For me it was never about speed, it’s about comfort. I always unconsciously hated having to reach for the arrow keys all the way to the right of the keyboard to select words and move around.
A generation of Swedish programmers grew up on a cruel and unusual keyboard layout that's like
; is shift + , (1 step right of m)
: is shift + . (2 steps right of m)
- is where US layout has /
_ is where US layout has ?
shift + 6 = &
shift + 7 = /
shift + 8 = (
shift + 9 = )
right alt + 7 = {
right alt + 8 = [
right alt + 9 = ]
right alt + 0 = }
right alt + - = \
I invite anyone to try and press right alt + 7 and right alt + 9 on their keyboard. To make things more awkward, it must be the right alt key, it doesn't work with the left. This torture is every time you make a curly brace with this layout.
Same for German and Swiss layouts *sigh. After many years, I am now capable of typing curly and angular brackets by holding left shift with my small finger, left alt with my left thumb, and the corresponding symbol key with my right little finger, without loosing the ten-finger-stance on the keyboard.
(on our keyboards, left shift+alt is an alternative for the right "Alt Gr" key)
If you still can, I highly recommend switching to international.
The main benefit is, how much better default keyboard shortcuts in many Apps become.
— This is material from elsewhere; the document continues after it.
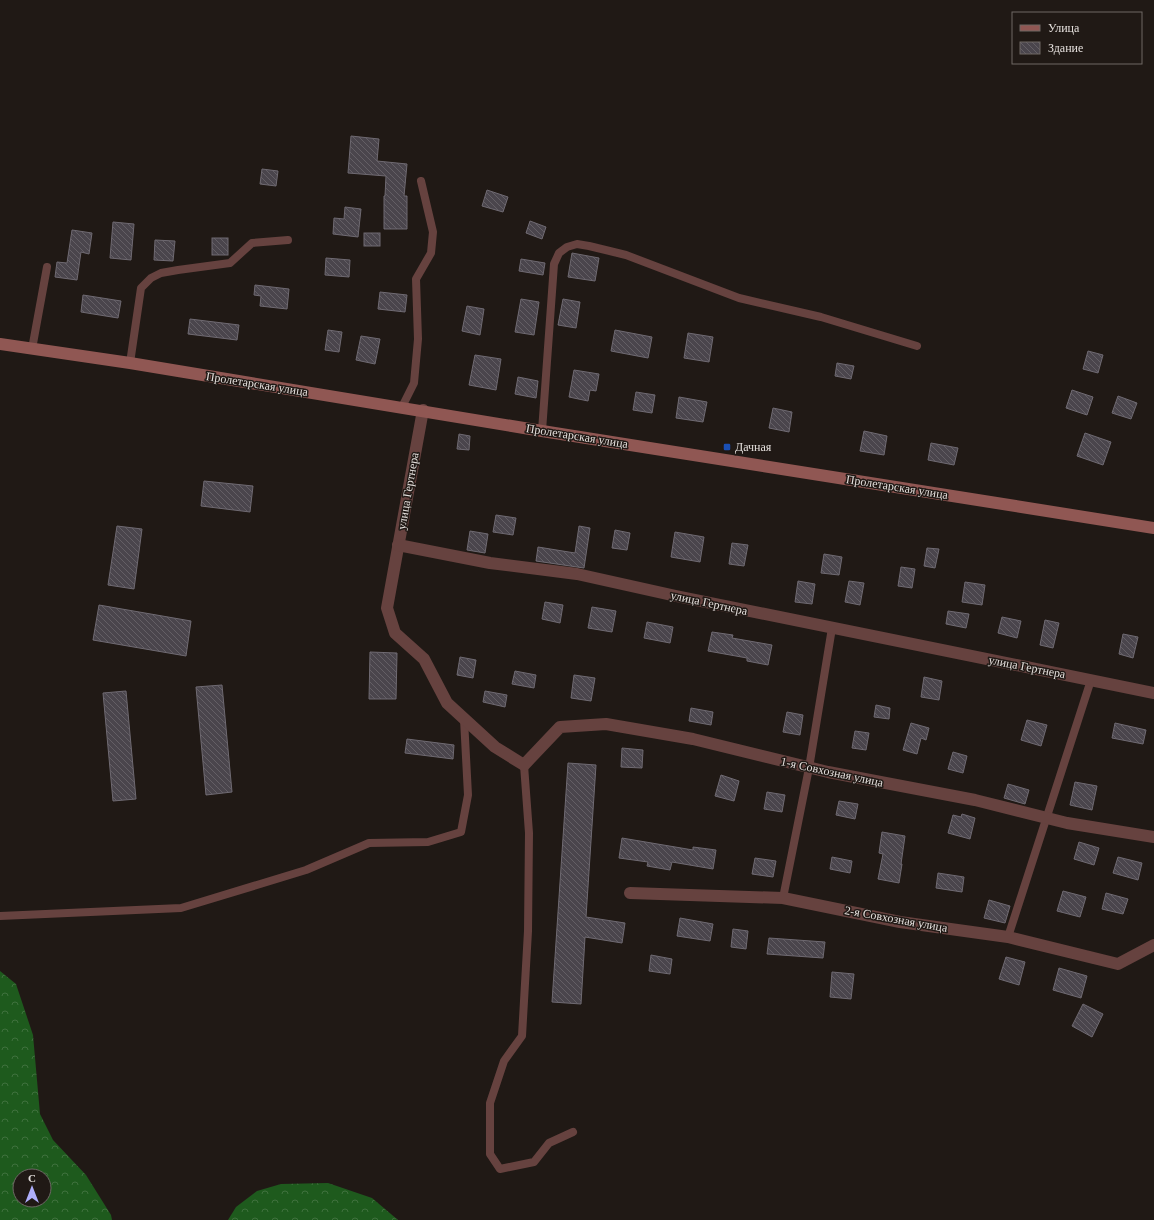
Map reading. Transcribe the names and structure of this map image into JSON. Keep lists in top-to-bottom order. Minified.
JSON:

Tab switching with CMD+{} and back/forward CMD+[] can be comfortably executed. There are no more inaccessible shortcuts such as Shift+CMD+? or changing playback speed on Youtube.
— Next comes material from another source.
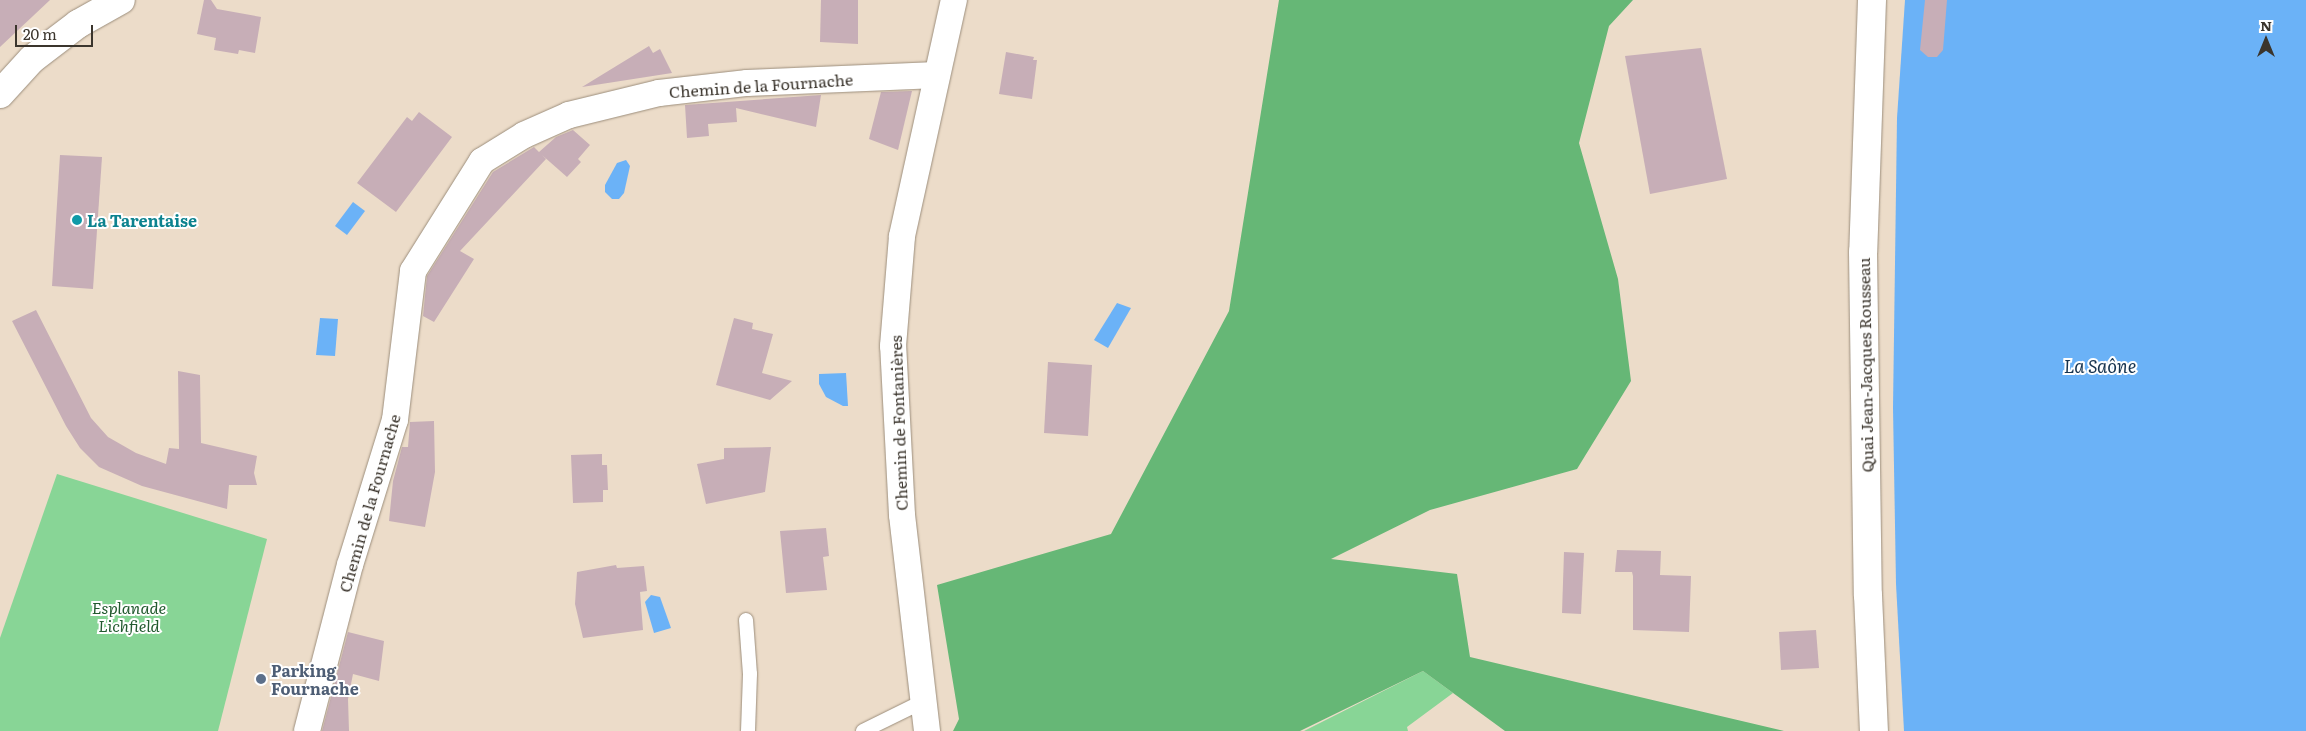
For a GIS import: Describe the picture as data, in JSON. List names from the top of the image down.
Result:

Specials are somewhat annoying to type with `alt+u aou` and `alt + s`, but nothing I couldn't get used to.
I've done it all my life. Maybe my pain tolerance is way higher?
Edit: I don't know what's wrong with pressing several keys at once to do something. It is like complaining that piano has no individual keys for all the possible chords. What's the alternative? Pressing a single key? What would you be doing with the rest of your fingers anyway?
I’m also Spanish, living in Germany: the Spanish keyboard is actually rather nice, with it it’s easy to type Spanish, German, French, Italian etc. without even changing the layout. It’s even easier to type French than on a French azerty keyboard, but that’s a particularly bad one.
The German and Swedish keyboards mentioned above are rather bad for programming (in the German case, even for typing ß/ss): they have AltGr combinations at the top row, the numbers 7, 8, 9, 0 for instance to get the brackets and braces {, [, ], }.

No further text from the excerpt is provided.